Stored data
■ ■ ■

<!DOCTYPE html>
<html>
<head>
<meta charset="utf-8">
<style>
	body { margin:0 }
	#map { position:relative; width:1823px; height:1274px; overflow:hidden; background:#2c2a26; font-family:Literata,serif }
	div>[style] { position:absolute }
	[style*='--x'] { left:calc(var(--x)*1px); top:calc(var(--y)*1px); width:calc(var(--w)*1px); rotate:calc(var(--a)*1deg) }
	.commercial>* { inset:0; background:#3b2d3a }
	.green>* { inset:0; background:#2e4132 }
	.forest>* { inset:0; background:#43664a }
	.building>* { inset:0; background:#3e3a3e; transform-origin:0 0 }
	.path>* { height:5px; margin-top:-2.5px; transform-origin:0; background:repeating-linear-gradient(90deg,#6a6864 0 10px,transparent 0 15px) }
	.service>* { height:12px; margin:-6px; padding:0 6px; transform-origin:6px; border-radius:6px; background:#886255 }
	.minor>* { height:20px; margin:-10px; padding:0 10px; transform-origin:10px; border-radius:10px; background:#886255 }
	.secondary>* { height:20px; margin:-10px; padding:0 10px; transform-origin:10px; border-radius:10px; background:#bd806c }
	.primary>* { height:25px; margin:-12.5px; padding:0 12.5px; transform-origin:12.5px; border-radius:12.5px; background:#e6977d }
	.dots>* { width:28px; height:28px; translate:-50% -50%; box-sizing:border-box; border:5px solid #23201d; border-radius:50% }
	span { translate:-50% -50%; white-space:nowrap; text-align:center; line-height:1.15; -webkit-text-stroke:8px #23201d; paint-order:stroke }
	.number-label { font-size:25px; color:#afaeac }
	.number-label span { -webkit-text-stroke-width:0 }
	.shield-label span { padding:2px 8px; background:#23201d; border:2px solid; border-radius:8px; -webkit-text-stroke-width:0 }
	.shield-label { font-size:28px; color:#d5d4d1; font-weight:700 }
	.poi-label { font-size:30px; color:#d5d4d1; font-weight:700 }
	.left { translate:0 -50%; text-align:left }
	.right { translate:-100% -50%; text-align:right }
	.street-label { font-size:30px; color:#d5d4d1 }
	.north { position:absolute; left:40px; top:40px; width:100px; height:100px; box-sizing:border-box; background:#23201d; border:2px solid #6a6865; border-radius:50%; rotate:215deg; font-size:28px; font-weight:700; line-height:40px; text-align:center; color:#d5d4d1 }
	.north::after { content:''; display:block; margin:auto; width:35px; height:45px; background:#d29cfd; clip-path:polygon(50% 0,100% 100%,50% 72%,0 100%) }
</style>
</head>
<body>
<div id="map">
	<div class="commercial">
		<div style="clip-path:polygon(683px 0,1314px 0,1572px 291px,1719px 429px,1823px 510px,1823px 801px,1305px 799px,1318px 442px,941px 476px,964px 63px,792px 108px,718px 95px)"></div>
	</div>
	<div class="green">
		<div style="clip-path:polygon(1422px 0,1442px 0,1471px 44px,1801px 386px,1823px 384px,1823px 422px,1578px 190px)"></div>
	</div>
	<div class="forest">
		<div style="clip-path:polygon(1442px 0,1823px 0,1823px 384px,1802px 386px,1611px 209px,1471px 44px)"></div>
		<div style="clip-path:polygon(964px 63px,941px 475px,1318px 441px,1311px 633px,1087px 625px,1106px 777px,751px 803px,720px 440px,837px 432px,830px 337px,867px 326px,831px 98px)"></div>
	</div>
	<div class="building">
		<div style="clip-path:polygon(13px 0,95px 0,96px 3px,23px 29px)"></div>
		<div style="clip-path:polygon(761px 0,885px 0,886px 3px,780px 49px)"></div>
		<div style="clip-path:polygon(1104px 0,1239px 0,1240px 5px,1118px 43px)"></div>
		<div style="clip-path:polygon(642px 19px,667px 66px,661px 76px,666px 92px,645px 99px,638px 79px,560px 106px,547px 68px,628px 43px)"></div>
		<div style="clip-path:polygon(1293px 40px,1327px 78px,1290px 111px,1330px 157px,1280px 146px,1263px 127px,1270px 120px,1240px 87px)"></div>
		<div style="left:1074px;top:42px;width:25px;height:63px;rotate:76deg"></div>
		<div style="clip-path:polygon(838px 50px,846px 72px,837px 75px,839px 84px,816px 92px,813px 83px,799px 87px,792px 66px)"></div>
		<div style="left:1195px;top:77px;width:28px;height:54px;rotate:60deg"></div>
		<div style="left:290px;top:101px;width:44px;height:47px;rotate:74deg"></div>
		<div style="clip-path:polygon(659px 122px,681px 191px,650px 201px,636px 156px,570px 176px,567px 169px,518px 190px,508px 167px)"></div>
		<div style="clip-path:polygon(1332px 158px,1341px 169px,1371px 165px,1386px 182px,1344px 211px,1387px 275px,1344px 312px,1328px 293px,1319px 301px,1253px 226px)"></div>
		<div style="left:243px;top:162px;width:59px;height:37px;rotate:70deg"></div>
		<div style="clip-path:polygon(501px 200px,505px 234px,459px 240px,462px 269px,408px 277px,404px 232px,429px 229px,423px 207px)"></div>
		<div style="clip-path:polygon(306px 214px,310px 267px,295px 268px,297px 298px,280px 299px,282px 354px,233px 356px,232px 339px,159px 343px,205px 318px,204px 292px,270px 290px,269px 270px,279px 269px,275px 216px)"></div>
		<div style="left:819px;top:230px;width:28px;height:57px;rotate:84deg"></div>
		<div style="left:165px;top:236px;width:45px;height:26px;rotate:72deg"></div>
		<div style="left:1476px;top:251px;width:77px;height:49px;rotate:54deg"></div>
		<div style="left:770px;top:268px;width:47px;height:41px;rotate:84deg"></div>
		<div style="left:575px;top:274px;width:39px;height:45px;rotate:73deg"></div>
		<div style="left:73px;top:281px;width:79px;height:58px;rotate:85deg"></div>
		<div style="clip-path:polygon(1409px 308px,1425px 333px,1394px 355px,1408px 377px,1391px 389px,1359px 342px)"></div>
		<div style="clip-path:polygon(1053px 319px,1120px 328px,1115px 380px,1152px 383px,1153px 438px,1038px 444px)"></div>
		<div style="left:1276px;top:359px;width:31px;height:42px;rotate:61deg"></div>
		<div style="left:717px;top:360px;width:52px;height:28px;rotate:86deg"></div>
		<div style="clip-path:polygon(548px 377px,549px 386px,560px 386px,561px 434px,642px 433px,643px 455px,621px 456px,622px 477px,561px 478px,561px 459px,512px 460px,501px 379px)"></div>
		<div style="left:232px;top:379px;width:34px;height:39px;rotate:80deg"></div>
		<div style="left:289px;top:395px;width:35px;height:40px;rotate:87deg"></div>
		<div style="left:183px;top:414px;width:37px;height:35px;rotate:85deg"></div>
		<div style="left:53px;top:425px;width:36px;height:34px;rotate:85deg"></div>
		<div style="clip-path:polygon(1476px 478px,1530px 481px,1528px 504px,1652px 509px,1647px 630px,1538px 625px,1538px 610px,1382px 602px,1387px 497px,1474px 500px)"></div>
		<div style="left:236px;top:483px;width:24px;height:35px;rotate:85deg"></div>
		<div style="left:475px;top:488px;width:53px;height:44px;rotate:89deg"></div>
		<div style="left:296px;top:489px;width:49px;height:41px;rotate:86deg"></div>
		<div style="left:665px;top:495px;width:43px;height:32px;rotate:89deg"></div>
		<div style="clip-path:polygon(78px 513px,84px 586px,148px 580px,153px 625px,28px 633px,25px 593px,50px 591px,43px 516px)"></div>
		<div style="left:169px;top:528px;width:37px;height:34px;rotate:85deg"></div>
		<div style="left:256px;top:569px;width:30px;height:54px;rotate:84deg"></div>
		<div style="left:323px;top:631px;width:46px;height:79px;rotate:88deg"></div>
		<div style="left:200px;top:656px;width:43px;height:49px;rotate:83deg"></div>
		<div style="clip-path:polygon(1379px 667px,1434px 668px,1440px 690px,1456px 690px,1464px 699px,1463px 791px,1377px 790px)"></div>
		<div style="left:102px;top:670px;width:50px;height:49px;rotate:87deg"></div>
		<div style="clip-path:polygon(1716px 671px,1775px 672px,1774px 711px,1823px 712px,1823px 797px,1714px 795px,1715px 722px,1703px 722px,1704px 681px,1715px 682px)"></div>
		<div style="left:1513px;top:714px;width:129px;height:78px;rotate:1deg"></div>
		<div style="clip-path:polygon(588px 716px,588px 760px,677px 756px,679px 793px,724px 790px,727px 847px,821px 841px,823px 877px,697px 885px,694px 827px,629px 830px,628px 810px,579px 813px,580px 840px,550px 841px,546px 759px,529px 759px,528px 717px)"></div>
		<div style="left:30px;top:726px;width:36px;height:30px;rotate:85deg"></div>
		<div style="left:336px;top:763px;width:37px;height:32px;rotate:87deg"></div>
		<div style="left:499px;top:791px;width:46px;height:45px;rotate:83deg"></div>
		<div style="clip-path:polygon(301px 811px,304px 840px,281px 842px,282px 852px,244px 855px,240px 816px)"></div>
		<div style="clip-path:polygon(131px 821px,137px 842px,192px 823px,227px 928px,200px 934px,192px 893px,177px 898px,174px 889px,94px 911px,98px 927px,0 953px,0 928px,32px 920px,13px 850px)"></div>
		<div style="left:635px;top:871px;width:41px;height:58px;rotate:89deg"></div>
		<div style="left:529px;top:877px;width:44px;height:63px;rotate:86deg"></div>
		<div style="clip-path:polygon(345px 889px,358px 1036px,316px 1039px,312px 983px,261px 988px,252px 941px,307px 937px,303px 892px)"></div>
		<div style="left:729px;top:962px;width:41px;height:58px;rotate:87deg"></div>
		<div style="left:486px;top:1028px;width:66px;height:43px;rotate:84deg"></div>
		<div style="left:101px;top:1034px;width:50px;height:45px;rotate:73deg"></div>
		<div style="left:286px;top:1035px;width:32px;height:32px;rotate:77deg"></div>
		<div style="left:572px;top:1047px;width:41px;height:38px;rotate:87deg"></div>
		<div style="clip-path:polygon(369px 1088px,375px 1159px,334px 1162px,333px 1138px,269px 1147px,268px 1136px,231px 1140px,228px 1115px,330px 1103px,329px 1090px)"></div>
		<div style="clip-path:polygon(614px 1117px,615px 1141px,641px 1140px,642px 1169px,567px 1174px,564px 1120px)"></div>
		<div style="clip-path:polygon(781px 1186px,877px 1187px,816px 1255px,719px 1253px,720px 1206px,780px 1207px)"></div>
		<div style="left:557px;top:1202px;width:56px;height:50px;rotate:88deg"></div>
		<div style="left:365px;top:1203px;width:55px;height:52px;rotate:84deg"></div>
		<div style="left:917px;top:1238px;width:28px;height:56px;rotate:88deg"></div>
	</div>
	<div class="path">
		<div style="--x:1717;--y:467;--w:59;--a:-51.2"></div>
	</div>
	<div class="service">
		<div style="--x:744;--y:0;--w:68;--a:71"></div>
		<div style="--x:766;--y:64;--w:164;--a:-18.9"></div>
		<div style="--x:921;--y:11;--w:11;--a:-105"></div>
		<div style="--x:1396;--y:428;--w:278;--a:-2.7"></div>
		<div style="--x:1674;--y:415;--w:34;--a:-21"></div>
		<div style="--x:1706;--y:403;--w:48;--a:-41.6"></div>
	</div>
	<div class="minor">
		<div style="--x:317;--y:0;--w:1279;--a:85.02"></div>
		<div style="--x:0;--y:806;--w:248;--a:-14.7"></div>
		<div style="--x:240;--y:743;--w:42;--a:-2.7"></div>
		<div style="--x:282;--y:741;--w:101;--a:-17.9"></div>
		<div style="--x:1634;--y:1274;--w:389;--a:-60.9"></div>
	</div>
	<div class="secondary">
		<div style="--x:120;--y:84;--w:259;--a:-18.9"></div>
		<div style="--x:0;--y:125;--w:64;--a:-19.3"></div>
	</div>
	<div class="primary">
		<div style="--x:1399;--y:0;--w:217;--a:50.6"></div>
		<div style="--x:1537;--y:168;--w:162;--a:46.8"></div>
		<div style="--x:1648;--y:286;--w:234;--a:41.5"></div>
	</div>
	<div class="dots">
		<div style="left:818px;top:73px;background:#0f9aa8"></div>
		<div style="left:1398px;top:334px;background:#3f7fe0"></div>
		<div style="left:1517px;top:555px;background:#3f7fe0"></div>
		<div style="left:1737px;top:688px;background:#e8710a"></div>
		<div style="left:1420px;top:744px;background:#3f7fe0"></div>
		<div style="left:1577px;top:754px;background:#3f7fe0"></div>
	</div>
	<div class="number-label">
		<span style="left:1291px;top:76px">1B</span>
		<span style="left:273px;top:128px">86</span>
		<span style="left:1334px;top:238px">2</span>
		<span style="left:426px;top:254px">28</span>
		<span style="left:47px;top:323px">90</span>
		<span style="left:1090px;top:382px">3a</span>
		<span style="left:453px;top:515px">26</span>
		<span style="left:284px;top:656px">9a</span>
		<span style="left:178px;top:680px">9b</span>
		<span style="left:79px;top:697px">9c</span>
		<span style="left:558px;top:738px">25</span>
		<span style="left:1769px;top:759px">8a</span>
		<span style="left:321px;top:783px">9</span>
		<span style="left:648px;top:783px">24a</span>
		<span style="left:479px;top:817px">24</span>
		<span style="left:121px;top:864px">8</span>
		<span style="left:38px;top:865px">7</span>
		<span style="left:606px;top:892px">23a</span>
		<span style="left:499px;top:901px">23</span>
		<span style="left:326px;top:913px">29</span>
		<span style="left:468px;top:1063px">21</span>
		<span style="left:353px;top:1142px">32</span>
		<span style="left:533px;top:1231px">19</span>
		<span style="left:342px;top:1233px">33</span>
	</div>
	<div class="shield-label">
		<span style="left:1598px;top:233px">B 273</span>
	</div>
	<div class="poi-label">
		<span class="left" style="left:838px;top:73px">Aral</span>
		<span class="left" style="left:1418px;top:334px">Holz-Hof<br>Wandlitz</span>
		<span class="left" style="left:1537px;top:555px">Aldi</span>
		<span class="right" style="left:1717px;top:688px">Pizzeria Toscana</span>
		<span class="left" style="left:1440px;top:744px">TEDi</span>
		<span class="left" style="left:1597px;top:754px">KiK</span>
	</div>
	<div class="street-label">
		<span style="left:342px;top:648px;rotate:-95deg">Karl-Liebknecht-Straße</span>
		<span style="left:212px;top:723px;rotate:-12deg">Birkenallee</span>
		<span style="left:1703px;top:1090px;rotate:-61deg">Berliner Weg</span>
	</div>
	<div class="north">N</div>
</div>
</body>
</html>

■ ■ ■

• HOW TO COMPLETE THIS TASK
Retrieve all lines from the data that contain the string "webkit".

• SOLUTION
	span { translate:-50% -50%; white-space:nowrap; text-align:center; line-height:1.15; -webkit-text-stroke:8px #23201d; paint-order:stroke }
	.number-label span { -webkit-text-stroke-width:0 }
	.shield-label span { padding:2px 8px; background:#23201d; border:2px solid; border-radius:8px; -webkit-text-stroke-width:0 }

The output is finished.